Can Cobb be that? He...could be able to. Before last season, he had started 25 or more games in three of the previous five seasons, with Tommy John surgery costing him all of the 2015 season and most of the 2016 campaign in the middle of that stretch.

The question is whether he’ll pitch like someone who deserves that responsibility. In his first three months as an Oriole, Cobb was 2-9 with a 6.75 ERA. It’s one thing to be able to rack up innings, it’s another to pitch well enough while doing so that you’re not negating the value of your durability. In other words, what good is your ability to show up and pitch if you’re hurting the team while doing so?

A return to form for Cobb, however, could help the Orioles most in the front office. Mike Elias and Co. would like nothing more than for their $29 million man to start pitching and dealing like an ace on a losing team. Trade interest goes up, suitors begin calling the warehouse, and while the Orioles wouldn’t get much in exchange, they’d nevertheless be able to spin a deal that has been a mistake into a return. The sooner Cobb becomes the pitcher he was, the better that return would be.

So Cobb can help the Orioles in a big way, but he can also help himself. In addition to setting himself up for a chance to join a competitive team’s playoff push (as Cashner did last year), Cobb can set himself up for a decent next contract when his current deal expires. If he’s able to bounce back, show that his injuries are far behind him and resemble the pitcher he became in Tampa Bay, he’ll boost his market.

He’ll be 34, so a long-term commitment or bank-breaking investment isn’t realistic, but 36-year-old Cole Hamels just got $18 million to pitch for the Braves this season. Hamels’s resume dwarfs Cobb’s, obviously, but the point is to show that a good number is still within reach for a pitcher in his mid-30s.

Pressure, though, comes not just from the benefits of success, but also from the consequences of failure. And with Cobb, those consequences are there. Granted, he has another year under contract, so even if this year is a wash as well, he’d have a final crack at putting it all together.

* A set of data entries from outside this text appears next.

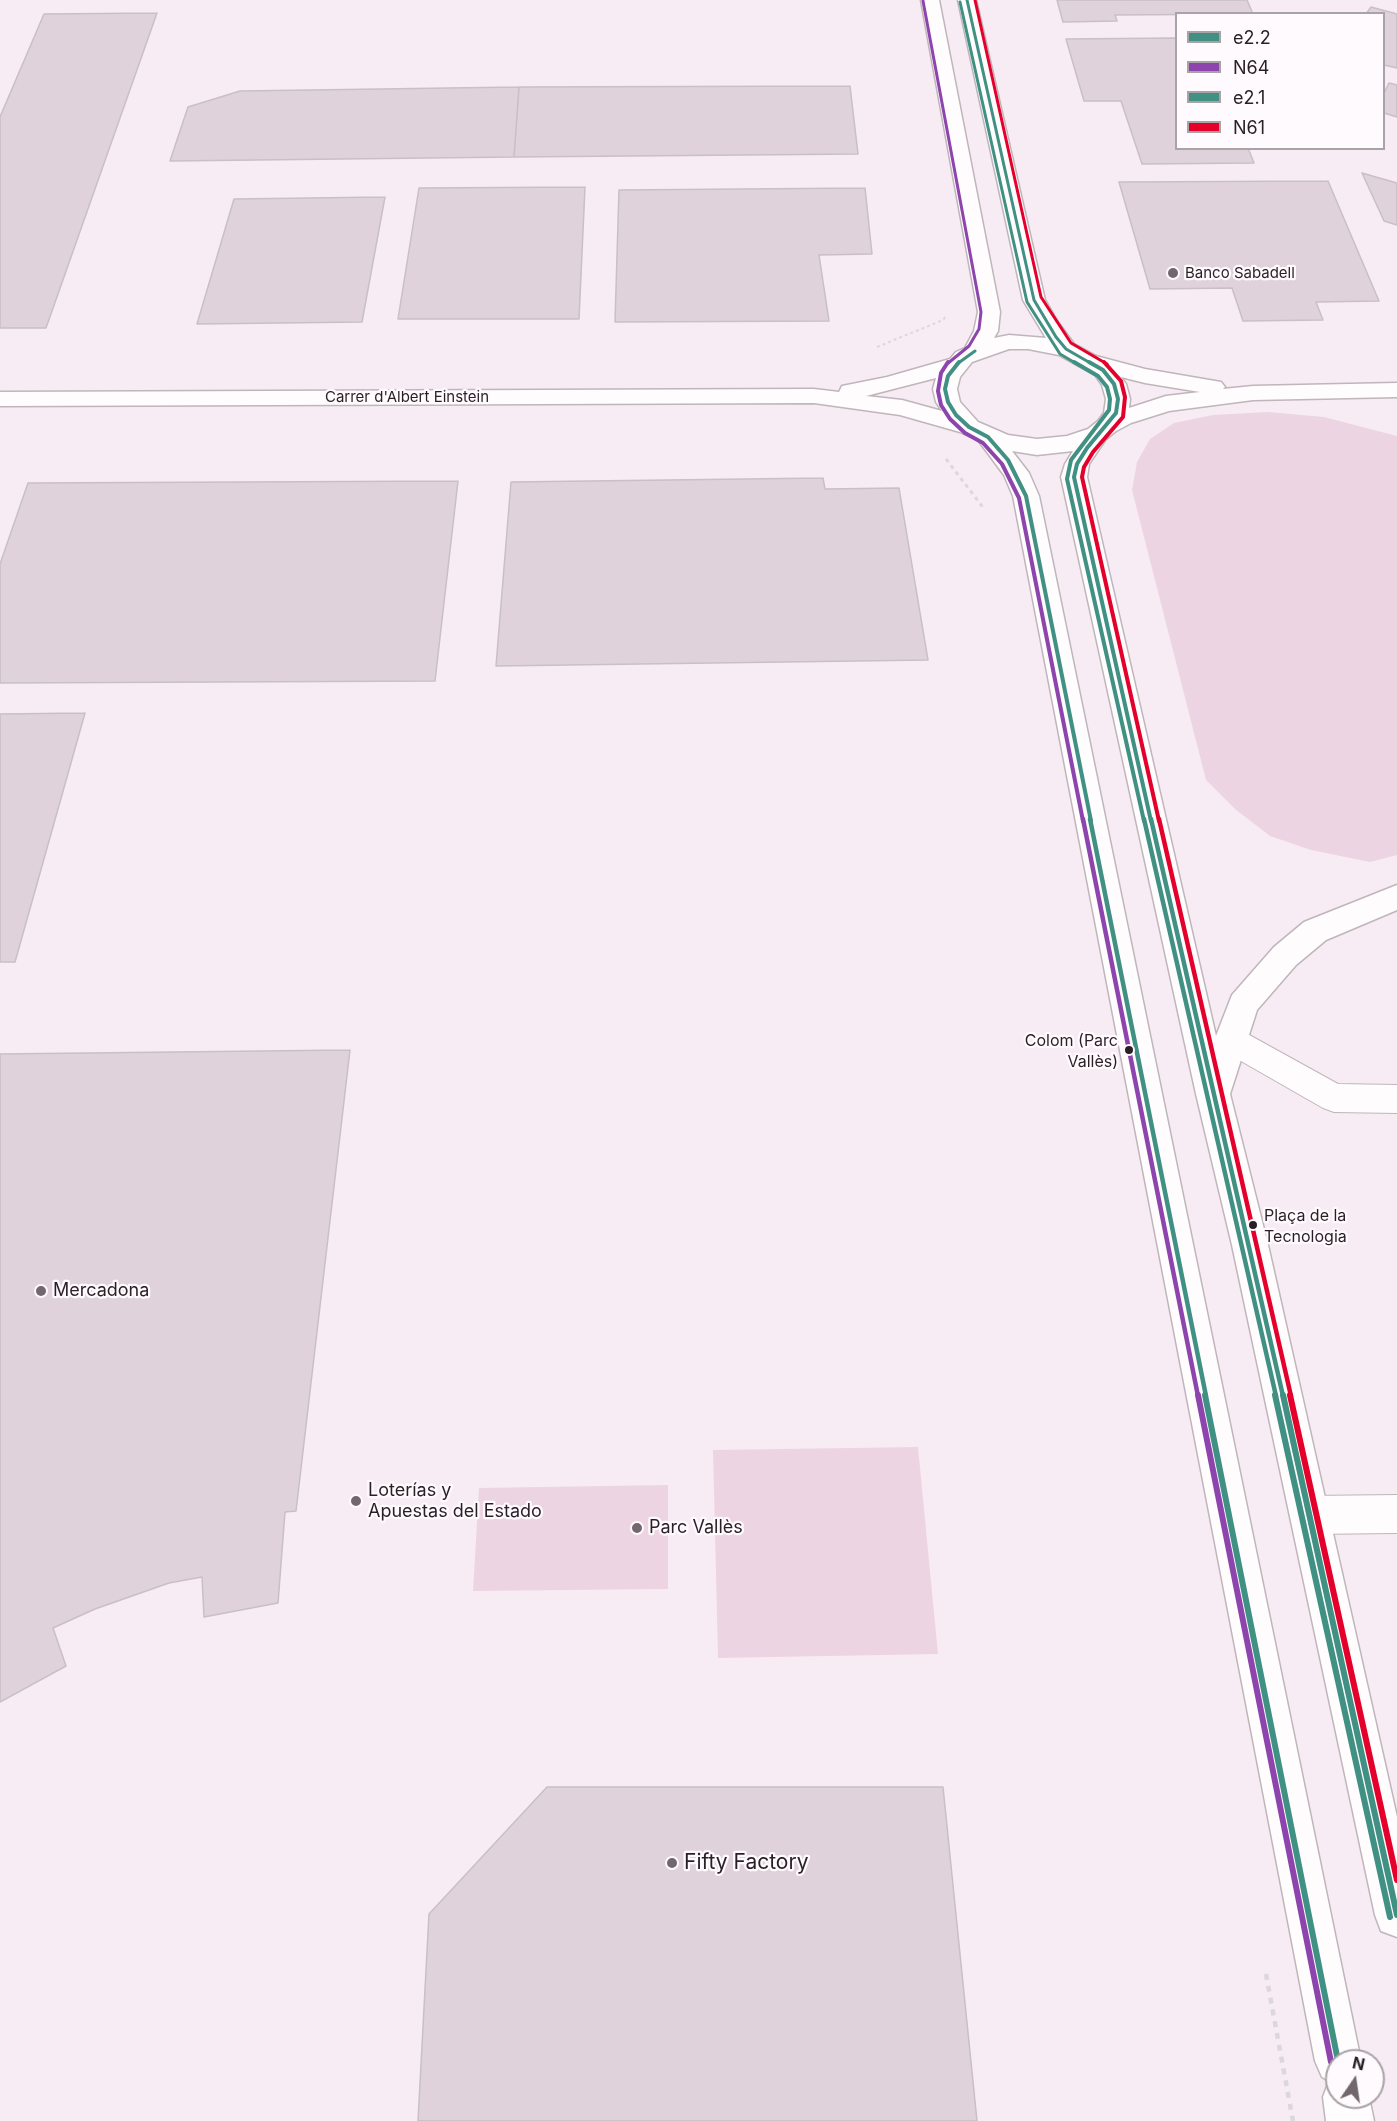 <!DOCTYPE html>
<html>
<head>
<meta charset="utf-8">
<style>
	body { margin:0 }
	#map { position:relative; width:1397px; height:2121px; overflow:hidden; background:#f7ecf3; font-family:Inter,sans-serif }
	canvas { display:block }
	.legend { position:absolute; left:1175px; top:12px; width:210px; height:138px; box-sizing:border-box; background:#fffafd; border:2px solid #a9a2a7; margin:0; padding:8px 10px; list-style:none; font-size:18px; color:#291f25 }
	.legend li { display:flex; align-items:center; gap:12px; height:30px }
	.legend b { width:30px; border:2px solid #a9a2a7 }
	.north { position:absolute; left:1325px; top:2049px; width:60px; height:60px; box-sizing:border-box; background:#fffafd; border:2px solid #a9a2a7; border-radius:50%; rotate:13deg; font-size:16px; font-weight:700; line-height:24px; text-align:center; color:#291f25 }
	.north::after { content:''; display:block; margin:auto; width:21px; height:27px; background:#71676d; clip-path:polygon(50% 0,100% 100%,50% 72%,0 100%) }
</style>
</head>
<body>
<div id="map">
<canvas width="1397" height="2121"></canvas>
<ul class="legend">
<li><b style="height:8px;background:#409183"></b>e2.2</li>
<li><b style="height:8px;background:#8e44ad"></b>N64</li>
<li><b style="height:8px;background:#409183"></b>e2.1</li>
<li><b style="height:8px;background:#e4002b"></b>N61</li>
</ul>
<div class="north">N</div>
</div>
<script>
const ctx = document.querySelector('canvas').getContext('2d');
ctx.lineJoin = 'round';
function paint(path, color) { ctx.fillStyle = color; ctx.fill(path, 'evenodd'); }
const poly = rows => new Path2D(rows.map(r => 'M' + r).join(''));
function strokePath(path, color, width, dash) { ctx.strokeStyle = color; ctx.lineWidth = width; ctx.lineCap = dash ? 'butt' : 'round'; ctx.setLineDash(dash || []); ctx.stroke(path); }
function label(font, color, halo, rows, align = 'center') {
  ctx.font = font + ' Inter,sans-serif'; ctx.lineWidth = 4.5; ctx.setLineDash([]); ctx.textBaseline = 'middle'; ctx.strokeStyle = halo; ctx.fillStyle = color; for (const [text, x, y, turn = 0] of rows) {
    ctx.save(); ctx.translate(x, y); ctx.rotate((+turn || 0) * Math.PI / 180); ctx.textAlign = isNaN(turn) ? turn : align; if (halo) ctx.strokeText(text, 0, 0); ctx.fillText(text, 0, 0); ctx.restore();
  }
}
paint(poly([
	[1268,412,1324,417,1397,436,1397,855,1370,862,1311,850,1270,836,1235,809,1206,780,1132,490,1137,462,1150,439,1174,423,1213,415],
	[918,1447,938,1654,718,1658,713,1450],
	[668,1485,668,1589,473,1591,479,1488]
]), '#edd4e2');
const building = poly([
	[1057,0,1247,0,1253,14,1115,15,1117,21,1063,22,1057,0],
	[1371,7,1397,14,1397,68,1384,65,1384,14,1366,14,1371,7],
	[157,13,46,328,0,328,0,117,44,14,157,13],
	[1176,38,1176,148,1248,148,1254,163,1142,164,1121,101,1084,101,1066,39,1176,38],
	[1389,83,1397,85,1397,117,1384,113,1384,93,1389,83],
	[850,86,858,154,514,157,519,87,850,86],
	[519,87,514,157,170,161,188,107,240,91,519,87],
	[1362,173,1397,183,1397,225,1384,221,1362,173],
	[1328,181,1379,301,1316,302,1323,320,1243,321,1232,288,1150,289,1119,182,1328,181],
	[585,187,579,319,398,319,419,188,585,187],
	[865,188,872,254,819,255,829,321,615,322,619,190,865,188],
	[385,197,362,322,197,324,234,199,385,197],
	[823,478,825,489,899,488,928,660,496,666,511,482,823,478],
	[458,481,435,681,0,683,0,564,28,483,458,481],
	[85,713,15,962,0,962,0,714,85,713],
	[350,1050,296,1511,285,1512,278,1603,204,1617,202,1577,169,1583,95,1609,53,1628,66,1666,0,1702,0,1054,350,1050],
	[547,1787,943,1787,977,2121,418,2121,429,1914,547,1787]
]);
paint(building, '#e0d2db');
strokePath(building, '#c9bfc5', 1.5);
const lane = poly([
	[1231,1027,1242,1031,1338,1084,1397,1085,1397,1113,1334,1112,1323,1108,1220,1049,1215,1040,1220,1031,1231,1027],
	[1397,1495,1397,1533,1310,1534,1297,1528,1291,1515,1297,1502,1310,1496,1397,1495]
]);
const street = poly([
	[921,0,939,0,1000,312,998,331,994,338,1009,335,1046,338,1023,300,958,0,976,0,1045,300,1057,321,1074,344,1096,356,1145,369,1221,382,1225,387,1223,389,1253,386,1397,383,1397,397,1253,400,1169,411,1131,423,1116,431,1106,439,1089,464,1087,477,1216,1036,1232,995,1274,947,1304,922,1397,885,1397,910,1326,940,1296,965,1257,1010,1230,1094,1268,1245,1397,1817,1397,1937,1381,1931,1375,1915,1232,1245,1196,1094,1061,477,1065,464,1073,451,1037,455,1012,451,1029,473,1039,496,1361,2061,1337,2061,1337,2097,1369,2097,1374,2121,1326,2121,1323,2097,1329,2081,1322,2077,1315,2061,1013,496,1004,475,978,440,960,432,900,415,814,403,0,406,0,392,814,389,839,392,842,386,887,377,950,359,956,352,965,348,974,331,978,312,921,0],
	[1009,349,1028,349,1059,355,1095,375,1102,385,1106,399,1104,413,1098,421,1088,429,1067,436,1037,439,1008,435,978,422,960,402,957,389,960,377,972,362,1009,349],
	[1121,377,1145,383,1200,392,1166,396,1129,408,1130,399,1126,384,1121,377],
	[936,378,933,389,936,402,942,411,902,400,866,396,936,378]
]);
strokePath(lane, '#bfb5bb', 2);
strokePath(street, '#bfb5bb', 3);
strokePath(poly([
	[877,347,943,320,946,316]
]), '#dbd8da', 2, [3, 3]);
strokePath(poly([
	[946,459,985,510]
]), '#dbd8da', 3, [4, 4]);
strokePath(poly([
	[1266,1974,1293,2121]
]), '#dbd8da', 4.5, [6, 6]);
paint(lane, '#fefcfd');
paint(street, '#fefcfd');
strokePath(poly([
	[967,0,1034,300,1056,337,1066,349,1092,364],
	[957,364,975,351]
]), '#409183', 3);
strokePath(poly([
	[959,362,948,376,945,389,948,402,956,415,969,427,988,437,1008,460,1026,496,1091,821],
	[1089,362,1103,370,1114,384,1118,399,1116,413,1087,448,1077,464,1074,477,1151,821]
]), '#409183', 4);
strokePath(poly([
	[1090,819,1206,1396],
	[1151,819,1283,1396]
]), '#409183', 4.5);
strokePath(poly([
	[1205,1395,1338,2061],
	[1283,1395,1397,1915]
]), '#409183', 6);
strokePath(poly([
	[923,1,981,312,979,329,969,346,947,364]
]), '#8e44ad', 3);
strokePath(poly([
	[948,362,941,373,938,391,941,405,950,419,965,433,983,443,1002,464,1019,498,1083,821]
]), '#8e44ad', 4);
strokePath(poly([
	[1083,819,1198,1396]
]), '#8e44ad', 4.5);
strokePath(poly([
	[1198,1395,1331,2062]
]), '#8e44ad', 6);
strokePath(poly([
	[960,2,1027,302,1060,354,1077,364]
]), '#409183', 3);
strokePath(poly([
	[1074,362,1098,376,1107,387,1110,399,1109,410,1071,460,1067,479,1144,821]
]), '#409183', 4);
strokePath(poly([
	[1144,819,1276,1396]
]), '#409183', 4.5);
strokePath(poly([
	[1275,1395,1390,1917]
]), '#409183', 6);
strokePath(poly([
	[975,0,1041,297,1071,343,1107,364]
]), '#e4002b', 3);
strokePath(poly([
	[1104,362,1121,381,1125,397,1123,417,1093,452,1084,467,1082,477,1159,821]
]), '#e4002b', 4);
strokePath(poly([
	[1159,819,1291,1396]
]), '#e4002b', 4.5);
strokePath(poly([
	[1290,1395,1397,1880]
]), '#e4002b', 6);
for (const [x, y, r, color] of [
	[1173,273,6,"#71676d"],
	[1129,1050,5,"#291f25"],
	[1253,1225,5,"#291f25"],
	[41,1291,6,"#71676d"],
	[356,1501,6,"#71676d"],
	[637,1528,6,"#71676d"],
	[672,1863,6,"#71676d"]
]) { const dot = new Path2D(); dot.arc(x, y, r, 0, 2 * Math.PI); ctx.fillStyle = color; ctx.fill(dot); strokePath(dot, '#fffafd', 2); }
label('15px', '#291f25', '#fffafd', [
	["Banco Sabadell",1185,273]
], 'left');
label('15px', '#291f25', '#fffafd', [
	["Carrer d'Albert Einstein",407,397]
]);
label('16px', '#291f25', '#fffafd', [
	["Colom (Parc",1118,1041],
	["Vallès)",1118,1062],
	["Plaça de la",1264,1216,"left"],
	["Tecnologia",1264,1237,"left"]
], 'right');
label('18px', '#291f25', '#fffafd', [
	["Mercadona",53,1291],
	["Loterías y",368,1491],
	["Apuestas del Estado",368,1512],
	["Parc Vallès",649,1528]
], 'left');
label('21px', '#291f25', '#fffafd', [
	["Fifty Factory",684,1863]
], 'left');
</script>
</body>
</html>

But those prospects would take a hit with a poor 2020 season. If Cobb can pitch like a strong No. 2 or No. 3 starter for two seasons, without any major injuries or blown-up ERAs, he shouldn’t have much trouble finding a suitor at a good price down the road.

But if he’s in and out of the rotation, missing chunks of time, fighting through another injury-riddled season or just looking like he’s never been able to shake those surgeries from a statistical standpoint, then he’s a pitcher who’s been unable to handle the load of being a starting pitcher in four of the last six seasons. And that’s counting his poor 2018 season as one of the two exceptions.

And if he’s unable to bounce back in either of these two seasons, then his future in the majors gets cloudy.

The good news for Cobb is that he’s going to have every opportunity to prove himself and what he can do this season. There’s no red card waiting in his locker in Sarasota like in “Major League.” Alex Cobb is the de facto ace of the Orioles, and there’s reason to believe it’ll work. As bad as his first three months in 2018 were, his last three (3.13 ERA, .234 batting average against, .681 OPS) were pretty solid. He’s shown what he can do, and there’s reason to think he’ll show it again.

It’s certainly in everyone’s interest that he does.